Ce qui frappe les observateurs français, c'est la longévité exceptionnelle de sa carrière. Contrairement à tant de figures du jazz d'après-guerre, emportées prématurément par la maladie ou les excès, Rollins a travaillé bien au-delà de ses 80 ans, malgré des problèmes respiratoires qui limitaient ses performances en fin de vie. France 24 souligne qu'il fut « une force créatrice en constante évolution », trouvant dans le jazz un vecteur de commentaire social et spirituel : son saxophone ténor a exprimé les espoirs des Afro-Américains pendant le mouvement des droits civiques, le deuil collectif des États-Unis après les attentats du 11 septembre, et la quête mystique qu'il a poursuivie lors de longues retraites en Inde et au Japon.
Né à Harlem, Rollins a côtoyé dès les années 1940 la crème du bebop new-yorkais.

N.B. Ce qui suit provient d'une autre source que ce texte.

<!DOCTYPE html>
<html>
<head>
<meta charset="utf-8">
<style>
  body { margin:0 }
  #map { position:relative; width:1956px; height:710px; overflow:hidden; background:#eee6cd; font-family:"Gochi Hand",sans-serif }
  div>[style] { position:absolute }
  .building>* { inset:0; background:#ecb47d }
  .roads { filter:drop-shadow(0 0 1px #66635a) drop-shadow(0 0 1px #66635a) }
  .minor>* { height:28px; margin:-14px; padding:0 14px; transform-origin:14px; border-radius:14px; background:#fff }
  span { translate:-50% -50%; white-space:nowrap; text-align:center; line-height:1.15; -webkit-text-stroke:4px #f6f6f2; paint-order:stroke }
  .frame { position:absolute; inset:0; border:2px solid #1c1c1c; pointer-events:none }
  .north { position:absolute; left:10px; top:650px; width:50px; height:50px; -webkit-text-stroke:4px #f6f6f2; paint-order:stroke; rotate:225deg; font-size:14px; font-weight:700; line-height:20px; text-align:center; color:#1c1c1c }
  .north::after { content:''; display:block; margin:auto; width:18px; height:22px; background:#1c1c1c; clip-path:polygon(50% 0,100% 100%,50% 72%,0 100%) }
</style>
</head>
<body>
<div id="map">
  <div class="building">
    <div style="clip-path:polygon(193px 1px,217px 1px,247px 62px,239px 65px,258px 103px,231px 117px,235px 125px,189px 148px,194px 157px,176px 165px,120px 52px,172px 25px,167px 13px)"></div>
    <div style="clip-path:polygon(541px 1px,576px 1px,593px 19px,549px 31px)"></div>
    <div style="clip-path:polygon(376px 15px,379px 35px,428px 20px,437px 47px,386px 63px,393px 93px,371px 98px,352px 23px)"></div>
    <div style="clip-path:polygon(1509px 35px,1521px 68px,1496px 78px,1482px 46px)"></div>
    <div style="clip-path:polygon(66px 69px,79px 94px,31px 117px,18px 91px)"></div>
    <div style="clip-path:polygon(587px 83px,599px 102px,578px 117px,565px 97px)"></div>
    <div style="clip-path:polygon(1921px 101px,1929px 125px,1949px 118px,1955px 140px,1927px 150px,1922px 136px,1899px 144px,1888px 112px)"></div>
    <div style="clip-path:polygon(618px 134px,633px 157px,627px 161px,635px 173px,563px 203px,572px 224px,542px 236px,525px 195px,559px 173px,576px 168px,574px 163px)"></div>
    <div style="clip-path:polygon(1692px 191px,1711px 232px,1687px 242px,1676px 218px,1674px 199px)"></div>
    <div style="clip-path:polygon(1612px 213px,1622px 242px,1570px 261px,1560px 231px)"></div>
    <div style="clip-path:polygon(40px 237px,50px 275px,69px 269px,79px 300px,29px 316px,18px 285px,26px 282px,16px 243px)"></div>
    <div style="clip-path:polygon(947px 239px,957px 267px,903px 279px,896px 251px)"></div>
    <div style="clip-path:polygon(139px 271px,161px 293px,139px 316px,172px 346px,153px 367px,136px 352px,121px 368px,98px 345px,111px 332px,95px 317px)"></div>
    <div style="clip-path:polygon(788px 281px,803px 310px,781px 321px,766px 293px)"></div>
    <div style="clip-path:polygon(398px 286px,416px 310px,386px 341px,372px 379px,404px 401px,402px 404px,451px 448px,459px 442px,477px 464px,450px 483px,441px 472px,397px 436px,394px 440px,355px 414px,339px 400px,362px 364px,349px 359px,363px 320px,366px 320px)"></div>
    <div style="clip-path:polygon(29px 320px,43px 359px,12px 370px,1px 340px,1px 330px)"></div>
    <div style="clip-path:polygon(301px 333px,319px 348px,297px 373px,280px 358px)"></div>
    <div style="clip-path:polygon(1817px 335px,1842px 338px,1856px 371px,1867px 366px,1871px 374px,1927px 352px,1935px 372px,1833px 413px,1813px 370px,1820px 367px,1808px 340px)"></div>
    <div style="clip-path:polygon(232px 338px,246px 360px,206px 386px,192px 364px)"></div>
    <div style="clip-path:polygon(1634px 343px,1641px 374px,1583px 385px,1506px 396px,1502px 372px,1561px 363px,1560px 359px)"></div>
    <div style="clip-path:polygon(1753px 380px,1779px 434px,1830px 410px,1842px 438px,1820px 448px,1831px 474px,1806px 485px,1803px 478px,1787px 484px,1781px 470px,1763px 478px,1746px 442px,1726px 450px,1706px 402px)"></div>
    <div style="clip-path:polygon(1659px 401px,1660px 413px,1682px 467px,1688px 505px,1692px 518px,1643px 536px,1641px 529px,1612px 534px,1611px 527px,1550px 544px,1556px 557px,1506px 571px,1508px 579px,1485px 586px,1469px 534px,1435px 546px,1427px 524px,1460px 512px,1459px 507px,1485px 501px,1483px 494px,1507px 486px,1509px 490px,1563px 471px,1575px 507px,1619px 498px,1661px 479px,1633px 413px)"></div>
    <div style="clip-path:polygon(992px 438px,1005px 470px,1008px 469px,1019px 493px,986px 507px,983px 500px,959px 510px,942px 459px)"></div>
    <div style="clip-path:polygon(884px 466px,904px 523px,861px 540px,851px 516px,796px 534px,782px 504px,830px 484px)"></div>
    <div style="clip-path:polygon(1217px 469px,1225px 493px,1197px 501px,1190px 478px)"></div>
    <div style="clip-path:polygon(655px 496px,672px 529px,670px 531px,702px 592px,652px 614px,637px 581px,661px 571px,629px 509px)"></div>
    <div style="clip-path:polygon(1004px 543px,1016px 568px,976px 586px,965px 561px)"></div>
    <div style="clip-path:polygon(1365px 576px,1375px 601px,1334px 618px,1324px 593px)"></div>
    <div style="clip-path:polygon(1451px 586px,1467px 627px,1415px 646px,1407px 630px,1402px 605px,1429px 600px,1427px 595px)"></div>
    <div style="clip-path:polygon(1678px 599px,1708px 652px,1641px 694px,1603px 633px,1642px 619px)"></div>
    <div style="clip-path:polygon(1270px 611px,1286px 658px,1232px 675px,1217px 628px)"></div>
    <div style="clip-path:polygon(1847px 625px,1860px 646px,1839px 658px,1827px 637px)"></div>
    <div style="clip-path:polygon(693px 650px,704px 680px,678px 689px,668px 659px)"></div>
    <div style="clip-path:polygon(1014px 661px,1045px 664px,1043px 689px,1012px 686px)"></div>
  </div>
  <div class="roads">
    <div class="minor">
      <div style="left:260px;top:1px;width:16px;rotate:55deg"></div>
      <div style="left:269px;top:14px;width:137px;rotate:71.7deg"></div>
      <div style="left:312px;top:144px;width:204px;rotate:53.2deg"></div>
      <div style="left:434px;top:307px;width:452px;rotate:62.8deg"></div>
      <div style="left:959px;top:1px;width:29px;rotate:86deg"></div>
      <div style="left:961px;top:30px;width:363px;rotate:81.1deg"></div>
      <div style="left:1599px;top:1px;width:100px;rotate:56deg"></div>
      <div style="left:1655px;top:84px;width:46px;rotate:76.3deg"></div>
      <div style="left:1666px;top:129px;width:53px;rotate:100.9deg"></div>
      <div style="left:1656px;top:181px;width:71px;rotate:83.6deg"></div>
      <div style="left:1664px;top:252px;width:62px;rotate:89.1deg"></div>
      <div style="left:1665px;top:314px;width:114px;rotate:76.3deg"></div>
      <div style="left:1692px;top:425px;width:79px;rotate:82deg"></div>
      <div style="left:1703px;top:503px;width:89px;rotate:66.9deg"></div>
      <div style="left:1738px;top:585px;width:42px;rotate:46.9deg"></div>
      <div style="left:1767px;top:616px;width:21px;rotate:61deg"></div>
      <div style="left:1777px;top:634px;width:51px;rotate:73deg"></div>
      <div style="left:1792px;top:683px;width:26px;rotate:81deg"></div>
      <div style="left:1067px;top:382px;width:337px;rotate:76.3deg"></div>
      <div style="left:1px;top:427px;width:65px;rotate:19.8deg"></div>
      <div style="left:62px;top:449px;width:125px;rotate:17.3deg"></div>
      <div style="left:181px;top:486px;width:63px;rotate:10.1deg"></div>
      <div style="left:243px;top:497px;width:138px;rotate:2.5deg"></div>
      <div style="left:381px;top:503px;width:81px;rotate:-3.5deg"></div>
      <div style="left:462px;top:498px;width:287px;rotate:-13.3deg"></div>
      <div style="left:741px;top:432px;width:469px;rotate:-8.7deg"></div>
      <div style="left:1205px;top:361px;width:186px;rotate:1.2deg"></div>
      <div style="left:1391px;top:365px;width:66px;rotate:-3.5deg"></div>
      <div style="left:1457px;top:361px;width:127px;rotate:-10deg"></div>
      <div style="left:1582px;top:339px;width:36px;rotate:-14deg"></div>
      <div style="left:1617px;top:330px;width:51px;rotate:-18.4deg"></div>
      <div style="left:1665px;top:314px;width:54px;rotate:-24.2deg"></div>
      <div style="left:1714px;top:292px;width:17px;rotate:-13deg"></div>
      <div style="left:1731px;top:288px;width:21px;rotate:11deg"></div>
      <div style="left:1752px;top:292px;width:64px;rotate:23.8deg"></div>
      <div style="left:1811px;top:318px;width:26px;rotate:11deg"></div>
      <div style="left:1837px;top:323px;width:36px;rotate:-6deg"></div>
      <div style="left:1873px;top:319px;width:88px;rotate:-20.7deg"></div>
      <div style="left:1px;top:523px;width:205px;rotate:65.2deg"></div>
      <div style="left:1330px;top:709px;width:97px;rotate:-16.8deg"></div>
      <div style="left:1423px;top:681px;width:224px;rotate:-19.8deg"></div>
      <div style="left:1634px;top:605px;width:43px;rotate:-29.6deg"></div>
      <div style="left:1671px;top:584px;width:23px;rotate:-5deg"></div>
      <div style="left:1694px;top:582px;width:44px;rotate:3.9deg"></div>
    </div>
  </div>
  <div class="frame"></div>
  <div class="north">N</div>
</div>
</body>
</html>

Sa relation avec John Coltrane — décrite par France 24 comme « affectueuse mais complexe » — est l'une des grandes dialectiques de l'histoire du jazz : deux géants du ténor, deux trajectoires divergentes mais profondément respectueuses. Que Rollins lui ait survécu de près de soixante ans dit quelque chose de la robustesse singulière d'un artiste qui n'a jamais cessé de se réinventer.